Kelly havia confessado para a prima, embora aquilo soasse inapropriado, que tinha ficado apaixonada por mim desde o primeiro dia em que nos vimos. Na ocasião, Natalie tinha ficado incumbida de tomar conta da menina num final de semana em que Claudia participaria de um congresso e já que estava de babá, resolveu levar Kelly com ela para a casa de praia dos meus pais. Aquele foi um fim de semana muito divertido entre nós três, e por algum motivo, a menina tinha se afeiçoado mais que o normal a mim.
— Claro, que não, sua boba — disse a ela, tentando desfazer o mal-entendido —, você sabe que eu te amo. Eu namoro a Nat, mas você sabe que o meu verdadeiro amor é você, não sabe?
Eu sabia o quanto alimentar as fantasias adolescentes de Kelly era perigoso, mas não conseguia resistir àqueles dois faróis verdes brilhando em sua órbita.
Ela sorriu desviando o olhar por um instante e quando me fitou de novo emendou:
— Eu também amo você. Nunca se esqueça disso!
Kelly então deu um risinho. Nós nadamos um pouco mais e de onde parei para descansar procurei Claudia com os olhos do outro lado. A moça estava agora com uma canga enrolada na cintura e tinha caminhado até o bar do clube para tomar uma birita. A menina notou o que eu estava fazendo e disse sem muitos rodeios:
— Deixa minha mãe. Eu vi como você tava olhando pros peitos dela!

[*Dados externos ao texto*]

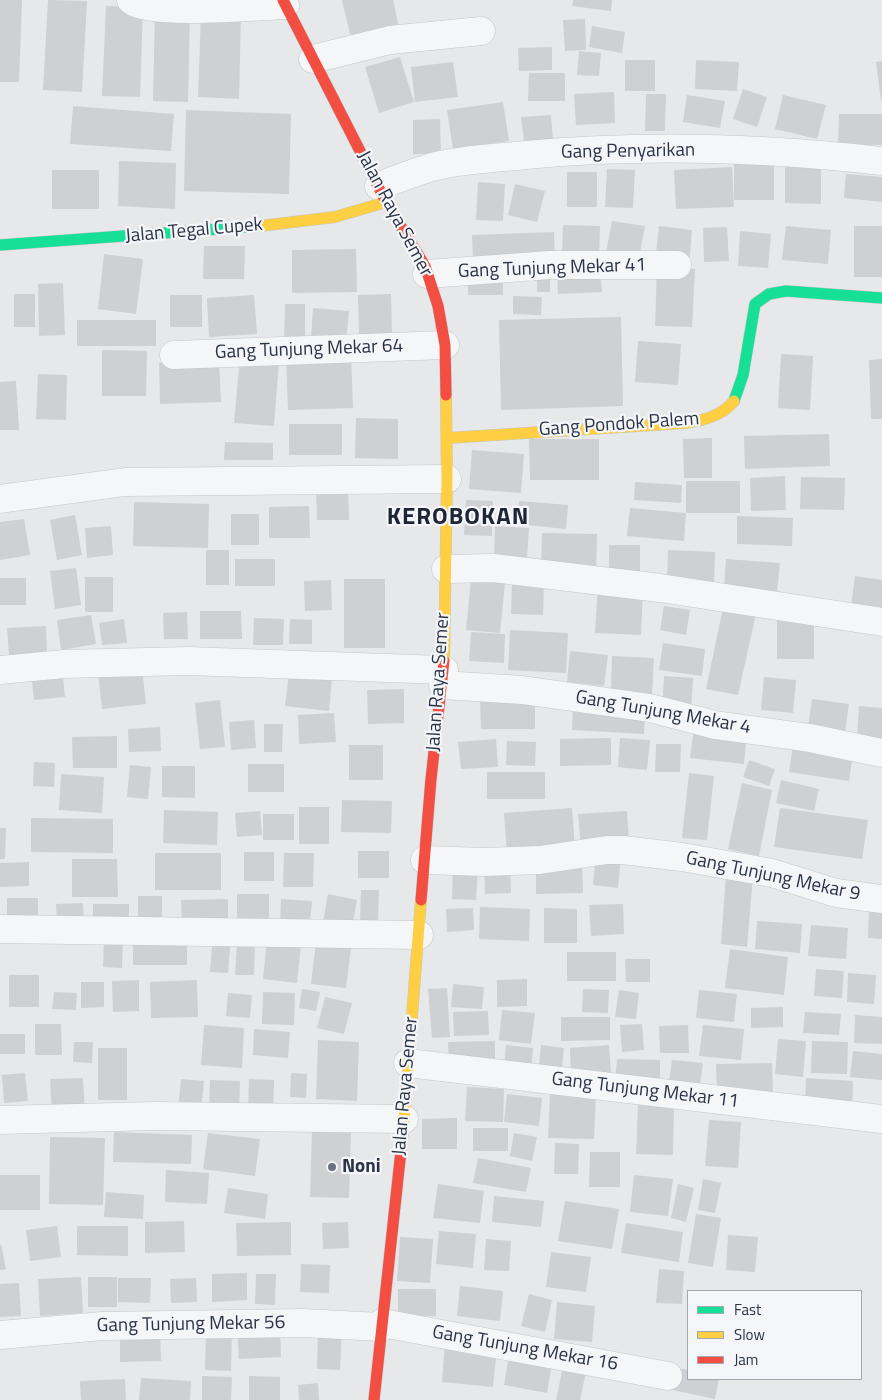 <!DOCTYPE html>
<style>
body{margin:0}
#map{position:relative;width:882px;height:1400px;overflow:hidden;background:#e6e8ea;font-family:"Titillium Web",sans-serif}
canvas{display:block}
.legend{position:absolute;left:687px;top:1290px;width:175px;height:90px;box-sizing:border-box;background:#f4f6f9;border:1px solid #a4a8b1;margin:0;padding:6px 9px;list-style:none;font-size:15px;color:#2b3445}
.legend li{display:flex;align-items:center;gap:10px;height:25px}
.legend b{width:25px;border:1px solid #a4a8b1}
</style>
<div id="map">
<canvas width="882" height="1400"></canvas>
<ul class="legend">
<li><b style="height:6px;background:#16e098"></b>Fast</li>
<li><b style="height:6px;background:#ffcf43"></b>Slow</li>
<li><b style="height:6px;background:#f24e42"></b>Jam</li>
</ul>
</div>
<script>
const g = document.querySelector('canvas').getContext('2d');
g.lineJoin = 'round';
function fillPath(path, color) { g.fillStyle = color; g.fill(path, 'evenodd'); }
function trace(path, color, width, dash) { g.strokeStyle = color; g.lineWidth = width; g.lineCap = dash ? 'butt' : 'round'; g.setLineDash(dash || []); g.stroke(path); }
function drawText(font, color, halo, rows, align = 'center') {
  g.font = font + ' "Titillium Web",sans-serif'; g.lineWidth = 4.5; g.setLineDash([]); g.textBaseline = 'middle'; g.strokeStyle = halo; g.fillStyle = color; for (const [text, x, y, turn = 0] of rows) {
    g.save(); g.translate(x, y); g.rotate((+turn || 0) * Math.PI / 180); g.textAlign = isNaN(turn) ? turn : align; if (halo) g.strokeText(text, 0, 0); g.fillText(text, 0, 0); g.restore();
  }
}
fillPath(new Path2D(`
 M0 0H22L19 82H0Z
 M48 0 87 1 82 92 43 90Z
 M342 0H393L400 32 352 43Z
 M573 0H612L611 11 572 6Z
 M106 6 143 7 140 97 102 96Z
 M155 10H190L188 102 153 101Z
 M201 14 241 15 239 99 198 97Z
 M585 19 586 50 565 51 563 20Z
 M592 26 625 32 622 53 589 47Z
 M552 47V70L519 71 518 48Z
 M579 51 601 53 599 76 577 75Z
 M400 57 414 102 379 113 365 67Z
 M625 60H655V91H625Z
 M696 60 739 62 737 91 695 89Z
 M882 61V100H881L876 62Z
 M453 62 458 97 415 102 411 67Z
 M529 73H565V101H528Z
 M743 89 767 97 757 127 733 119Z
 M614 92 615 123 576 125 574 94Z
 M646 94H666L665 131H645Z
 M687 95 725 101 720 128 683 122Z
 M783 95 826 105 817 139 775 129Z
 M503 102 509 141 453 149 447 110Z
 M73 106 174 114 171 151 70 144Z
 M186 110 291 114 289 194 184 191Z
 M839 114H882V145H838Z
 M551 115 553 140 524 142 521 117Z
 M440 119 441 154H413V120Z
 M119 161 176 163 175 209 118 206Z
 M734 164H774V200H734Z
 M785 164 821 165V204L785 203Z
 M732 167 734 207 676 209 674 170Z
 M607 169 635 170 633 208 605 207Z
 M52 170H99V209H52Z
 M567 172H597V207H567Z
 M846 174 882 177V202L844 198Z
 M478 182 505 184 503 221 476 220Z
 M515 184 545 191 537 222 508 215Z
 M612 221 645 226 639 257 606 252Z
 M563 225 600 226 599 258 562 257Z
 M659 226 692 230 689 264 655 261Z
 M786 226 831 230 828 264 782 260Z
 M854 226H882V277H854Z
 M727 227 729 261 704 262 703 228Z
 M740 231 771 234 768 268 738 266Z
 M554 232 555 260 473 261 472 235Z
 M204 246H245L244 279H203Z
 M356 249 357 292 292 293V250Z
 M104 254 143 259 136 314 98 309Z
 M600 266 602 292 558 294 557 269Z
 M657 267 695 269 692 327 655 326Z
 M550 274V292H537V275Z
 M468 275H503V295H468Z
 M63 283 65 335 39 336 38 284Z
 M14 294H35V327H14Z
 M391 294 392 335H359L358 295Z
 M170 295H202V327H170Z
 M254 295 257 334 209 337 207 298Z
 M513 296 542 297 541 315 513 314Z
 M285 304H305V341H284Z
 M313 308 349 311 346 343 311 340Z
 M621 317 623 406 501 410 499 320Z
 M77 320H156V346H77Z
 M638 341 681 344 678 385 635 382Z
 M102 350 147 351 146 396H102Z
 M781 354 813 356 810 410 778 408Z
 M351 355 353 408 288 410 286 357Z
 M240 358 279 361 274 426 234 423Z
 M882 359V419H871L869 360Z
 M219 360 221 402 160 404 159 363Z
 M38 374 67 375 66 420 36 419Z
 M16 381 19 430H0V382Z
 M356 418 398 419V459L355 458Z
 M289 424H342V455H289Z
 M829 434 830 466 745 469 744 436Z
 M712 438V478H684L683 439Z
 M529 439H599V480H530Z
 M225 442 273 443V460H224Z
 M472 450 524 454 521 493 469 489Z
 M785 476 786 510 751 511 750 478Z
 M801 477 845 478 844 510 800 509Z
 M686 481H740V513H686Z
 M635 482 682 485 681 503 634 500Z
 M316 488H348L349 520H317Z
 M466 500 493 501 492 536 464 535Z
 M519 501 568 505 566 529 517 524Z
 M134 502 209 504 208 548 133 546Z
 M309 506 310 538H269V507Z
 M630 508 686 513 684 541 627 536Z
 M231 514H259V545H231Z
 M75 515 82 555 57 560 50 520Z
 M737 516 793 518 792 546 737 544Z
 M24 519 30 555 0 560V522Z
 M111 526 113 555 87 558 85 528Z
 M495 526 529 528 527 559 494 558Z
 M542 533 597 534 596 570H541Z
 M609 545H640V572L609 571Z
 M206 550H229V585H206Z
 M668 550 715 552 714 589 667 587Z
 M235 559H275V586H235Z
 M726 559 780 563 777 592 724 588Z
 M76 568 81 605 55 609 50 571Z
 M472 569 506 573 500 633 466 630Z
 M855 576 882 580V617L850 614Z
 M85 577H113V612H85Z
 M0 578H26V605H0Z
 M344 579H385V648H344Z
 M331 580 332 610 305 611 304 581Z
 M512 580 544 581 543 615 511 614Z
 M598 586 643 589 641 635 595 633Z
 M664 606 690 610 686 635 660 630Z
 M723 608 756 614 738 695 706 689Z
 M200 611H241L242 639H200Z
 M187 612 188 639H164L163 613Z
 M777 614H814V659H777Z
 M91 615 96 644 61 650 57 620Z
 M254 618 284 619 283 645H253Z
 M124 619 127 643 102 645 99 623Z
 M290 619 312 620V644H289Z
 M46 626 47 655 9 656 7 628Z
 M510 630 568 633 566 673 508 670Z
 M471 632 505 634 504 663 469 661Z
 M663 643 705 649 702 676 659 670Z
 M570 651 608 655 604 686 567 682Z
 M612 656 654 658 652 694 611 692Z
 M142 667 146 704 102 709 98 672Z
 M62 668 65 697 34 700 31 671Z
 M289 673 332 677 329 711 285 706Z
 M664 676 693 678 691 711 662 710Z
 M764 677 796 680 793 713 761 710Z
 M404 689V723L368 724 367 690Z
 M480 694H535V729H481Z
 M812 699 849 704 844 739 807 734Z
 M220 700 225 747 200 749 195 703Z
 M573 704 645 708 644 734 572 730Z
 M859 706 882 708V740L857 738Z
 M334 713 336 742 299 744 298 715Z
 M254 720 256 748 231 750 229 722Z
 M264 724H283L282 752H264Z
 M160 727 161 751 129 752 128 729Z
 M694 728 747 734 744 764 690 758Z
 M117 736V768H73L72 737Z
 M611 738V765L560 766V739Z
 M620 738 650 740 647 770 618 767Z
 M794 738 854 747 849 781 789 772Z
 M496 739 498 767 461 769 458 742Z
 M507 741 536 742 535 766 506 765Z
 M656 744H681L680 772H655Z
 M349 745H383V780H349Z
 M749 760 775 769 769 786 743 777Z
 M34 762 55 763 54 787 33 786Z
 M248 764H284V792H248Z
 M130 765 151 767 148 799 127 797Z
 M162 766H195V798L162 797Z
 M487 772H545V799H487Z
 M689 773 714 776 707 840 682 838Z
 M61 774 104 777 102 813 59 810Z
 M781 780 819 789 814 811 776 803Z
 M742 783 772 790 759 856 728 849Z
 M342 800 392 801 391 833 341 832Z
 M299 807H329V844H299Z
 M572 808 575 849 507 853 504 813Z
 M780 808 868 820 862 859 774 847Z
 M164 810 218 812 217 845 163 843Z
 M260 811 262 835 237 837 235 813Z
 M627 811 629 842 581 845 578 814Z
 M263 814H294V840H263Z
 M31 818 113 819V853L31 852Z
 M0 828H6L5 859H0Z
 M358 851H389V878H358Z
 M244 852H274V881H244Z
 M155 853H221V890H155Z
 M284 853H314L313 887H283Z
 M596 853 621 855 618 888 593 885Z
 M72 859H117L118 897H72Z
 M582 861 583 893 536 894V862Z
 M29 862V886L0 887V863Z
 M510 863 511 893 485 894 484 864Z
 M453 865 478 867 476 900 452 899Z
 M726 874 753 875 747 947 721 944Z
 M361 890H379L378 923H360Z
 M237 894H269V924H237Z
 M328 894 357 900 352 928 323 922Z
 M138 896H162V920H138Z
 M7 898H38V925H7Z
 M228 899V923L182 924 181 900Z
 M281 899 312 901 310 924 280 922Z
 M83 903 84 923 57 924 56 904Z
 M869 903 882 904V939L868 938Z
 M93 904H129V927H93Z
 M623 904 624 934 591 936 589 905Z
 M480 907 530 909 529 941 479 939Z
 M473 908 474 930 447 932 446 909Z
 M544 908 577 909V943H544Z
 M757 921 802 924 800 953 755 949Z
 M811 925 848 928 846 959 808 956Z
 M133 935H187V965H133Z
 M213 936 231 938 228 973 210 972Z
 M104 939 123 940 122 968 103 967Z
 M267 940 301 944 297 983 263 979Z
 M237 941 255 942 254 975H235Z
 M316 942 351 947 346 988 311 984Z
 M730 949 788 957 784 995 725 988Z
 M567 952H616V981H567Z
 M625 959H650V982H626Z
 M816 969 844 971 842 998 814 996Z
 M848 973 876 975 874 1004 847 1002Z
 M9 975H39V1007H9Z
 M527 979V1006L497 1007V980Z
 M139 980V1011L113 1012 112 981Z
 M197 980 198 1017 151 1018 150 982Z
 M81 982H104V1007L81 1008Z
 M453 984 484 987 482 1009 451 1007Z
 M447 988 450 1037 432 1038 428 989Z
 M302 989 320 992 316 1011 299 1008Z
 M583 989 609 990 608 1013 582 1012Z
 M619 990 639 993 636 1019 615 1017Z
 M699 990 737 994 734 1022 696 1018Z
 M54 992 77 993 76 1010 52 1009Z
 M263 992 295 993 294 1025 262 1024Z
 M228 993 252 995 250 1018 226 1016Z
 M325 997 352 1003 344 1034 317 1028Z
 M783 1007V1027L751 1028V1008Z
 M502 1010 535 1013 531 1044 499 1040Z
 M488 1011 489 1035 454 1036 453 1012Z
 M805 1012 841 1014 839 1035 803 1033Z
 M855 1015 882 1017V1044L854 1043Z
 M561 1017H610V1040L561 1041Z
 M35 1024H61L62 1055H35Z
 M642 1024 644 1050 622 1052 620 1025Z
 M204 1025 244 1028 242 1068 201 1065Z
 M688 1025 689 1053H660L659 1026Z
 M703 1025 744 1029 741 1060 699 1056Z
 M254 1029 290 1032 288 1058 253 1055Z
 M0 1034H25V1054H0Z
 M778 1039 806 1041 803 1077 775 1074Z
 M318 1040 359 1042 357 1101 316 1099Z
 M495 1041V1062L449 1063 448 1042Z
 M812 1041 848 1042 847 1074 811 1073Z
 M74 1042H93L92 1063 73 1062Z
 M506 1045 533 1048 531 1071 504 1068Z
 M541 1045 564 1048 561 1077 538 1074Z
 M609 1045 611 1074 571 1077 570 1048Z
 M98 1048H127V1100H98Z
 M853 1051 882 1054V1080L850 1077Z
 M617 1059 660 1060V1084L615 1082Z
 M672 1060 703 1063 699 1093 668 1089Z
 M772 1063 773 1094 717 1095 716 1064Z
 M25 1073 28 1101 4 1103 2 1075Z
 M291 1073 307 1074 306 1098 290 1097Z
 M83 1078 85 1114 52 1116 50 1079Z
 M806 1078 853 1081 852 1107 805 1104Z
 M181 1079 204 1081 201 1111 178 1109Z
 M249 1079 274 1080 273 1115 248 1114Z
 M210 1080 240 1081 239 1112 209 1111Z
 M467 1087 504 1089 503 1122 465 1121Z
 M507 1094 542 1098 539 1126 504 1122Z
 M550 1094 596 1096 594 1139 548 1138Z
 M638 1105 674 1107 673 1155 636 1154Z
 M457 1118V1149H422V1119Z
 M709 1120 741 1122 738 1168 705 1166Z
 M473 1128H508V1151H473Z
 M312 1130 351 1131 349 1198 310 1197Z
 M114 1132 192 1135 191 1164 113 1162Z
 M208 1133 260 1139 255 1176 203 1169Z
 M514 1133 537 1137 532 1161 510 1156Z
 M50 1137 105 1138 103 1205 49 1204Z
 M555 1143 579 1144 578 1174H554Z
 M590 1152H620V1187H589Z
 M478 1158 531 1168 526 1192 473 1183Z
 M166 1170 209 1173 207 1204 165 1202Z
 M0 1175H40V1210H0Z
 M634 1175 673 1179 668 1216 630 1212Z
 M703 1179 721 1183 715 1213 698 1210Z
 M438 1184 484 1191 480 1223 433 1218Z
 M678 1184 694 1188 686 1222 671 1218Z
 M228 1188 268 1194 265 1219 224 1213Z
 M106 1192 144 1195 143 1219 104 1217Z
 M494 1196 544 1201 541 1227 492 1222Z
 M565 1201 619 1209 612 1249 558 1241Z
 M696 1214 721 1218 713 1267 688 1263Z
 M184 1221 185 1252 145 1253V1222Z
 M291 1222V1255L237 1256 236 1223Z
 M348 1222 349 1248 323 1249 322 1223Z
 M626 1223 683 1232 679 1262 621 1253Z
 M57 1226 61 1257 30 1261 26 1230Z
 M77 1226H128V1256L77 1255Z
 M439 1231 476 1234 473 1268 436 1264Z
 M728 1235 758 1237 755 1272 726 1270Z
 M400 1237 433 1239 430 1283 397 1281Z
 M486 1239 511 1241 509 1271 484 1270Z
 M1 1244 6 1269 0 1270V1245Z
 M551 1252 591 1257 586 1292 546 1287Z
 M301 1264 330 1265 329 1293 300 1292Z
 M659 1269 684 1271 682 1304 656 1303Z
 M247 1273V1300L212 1302V1274Z
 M256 1274H276L275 1305 255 1304Z
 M81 1277 83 1313 40 1316 38 1279Z
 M88 1277H117V1307H88Z
 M118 1278H151L150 1303 118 1302Z
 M196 1278 197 1302 171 1303 170 1279Z
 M19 1283 21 1316 0 1317V1284Z
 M460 1286 503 1291 500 1321 457 1316Z
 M398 1289H436V1316H398Z
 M529 1294 552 1300 545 1332 521 1326Z
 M557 1302 595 1306 592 1342 554 1339Z
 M206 1326 232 1327 231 1371 205 1370Z
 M280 1326 281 1357 239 1359 237 1327Z
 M318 1326H342L340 1370 317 1369Z
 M160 1327 161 1361 120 1362V1328Z
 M445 1342 497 1347 493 1387 442 1382Z
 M510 1350 553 1358 547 1393 504 1385Z
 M564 1362 587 1367 580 1400H556Z
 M672 1367 688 1370V1379H719L715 1399 668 1389Z
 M202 1376 232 1377 231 1400H202Z
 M249 1376 280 1377V1400H249Z
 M141 1378 191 1381 190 1400H139Z
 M125 1379 126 1400H81L80 1381Z
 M318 1383 319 1400H299L298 1385Z`), '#ced0d3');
const street = new Path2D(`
 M131 0C148 16 258 6 285 5
 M313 59 390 40 481 31
 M379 186C398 179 417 171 436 166 466 159 496 158 526 155 643 144 765 148 882 161
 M427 274 550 265H677
 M174 355 445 345
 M0 499 125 482 447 479
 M446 569 493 568 660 588 882 622
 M0 670 64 664 188 661 444 670
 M443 685 522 690 650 708 715 725 810 738 882 753
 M425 860 484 862 540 860 607 850H623L682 857 772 873 836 893 882 899
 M0 929 419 935
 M408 1063 882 1119
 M0 1120 155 1116 404 1119
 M382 1323 668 1376
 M0 1335 102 1326 303 1323 381 1327`);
const fast = new Path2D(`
 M0 245 260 226
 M734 401 743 375 755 304 769 294 786 291 882 298`);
const slow = new Path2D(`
 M260 226 335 217 386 202
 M447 438 686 423C704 420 722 416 734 401
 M444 661 447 479 446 395
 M403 1132 421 900`);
const jam = new Path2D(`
 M283 0 386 202 425 266 438 306 445 345 446 395
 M421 900 431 779 444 661
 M374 1400 403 1132`);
trace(street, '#c4c6c8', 29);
trace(fast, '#c4c6c8', 12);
trace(slow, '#c4c6c8', 12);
trace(jam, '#c4c6c8', 12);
trace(street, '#f5f6f7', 28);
trace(fast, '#16e098', 11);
trace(slow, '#ffcf43', 11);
trace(jam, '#f24e42', 11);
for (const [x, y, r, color] of [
 [332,1167,5,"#6c737f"]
]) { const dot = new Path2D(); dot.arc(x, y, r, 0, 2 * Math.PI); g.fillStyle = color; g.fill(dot); trace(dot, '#f4f6f9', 2); }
drawText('19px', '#2b3445', '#f4f6f9', [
 ["Gang Penyarikan",628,152,-1],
 ["Jalan Raya Semer",394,214,62],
 ["Jalan Tegal Cupek",194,231,-5],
 ["Gang Tunjung Mekar 41",552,269,-2],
 ["Gang Tunjung Mekar 64",309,350,-2],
 ["Gang Pondok Palem",619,425,-4],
 ["Jalan Raya Semer",439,682,-86],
 ["Gang Tunjung Mekar 4",663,713,10],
 ["Gang Tunjung Mekar 9",773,877,12],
 ["Jalan Raya Semer",406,1086,-85],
 ["Gang Tunjung Mekar 11",645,1091,7],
 ["Gang Tunjung Mekar 56",191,1325,-1],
 ["Gang Tunjung Mekar 16",525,1349,10]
]);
drawText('bold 19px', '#2b3445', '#f4f6f9', [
 ["Noni",342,1167]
], 'left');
g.letterSpacing = '1px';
drawText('bold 24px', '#1d2536', '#f4f6f9', [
 ["KEROBOKAN",458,518]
]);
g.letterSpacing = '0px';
</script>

Outra vez o tom pareceu alto demais e dei uma disfarçada passando as mãos pelos cabelos dessa vez dando um sorriso amarelo para um casal que boiava próximo dali. Eles pareciam ter ouvido a frase de Kelly.
— É claro que não… a sua mãe é uma mulher muito bonita, admito, mas ela é prima da Natalie… é sua mãe. Eu não faltaria ao respeito com ela.
Kelly fechou o cenho em minha direção e ficou me observando como que tentando analisar a veracidade do que eu havia falado. Era inegável que eu havia ficado bastante impressionado em o quanto a publicitária era linda e como a maneira como ela havia me secado desde que nos conhecemos mexia comigo, mas eu não podia deixar transparecer nenhuma daquelas situações. Se estava mesmo rolando algo não-verbalizado entre nós, aquilo devia ficar no mais puro segredo de estado.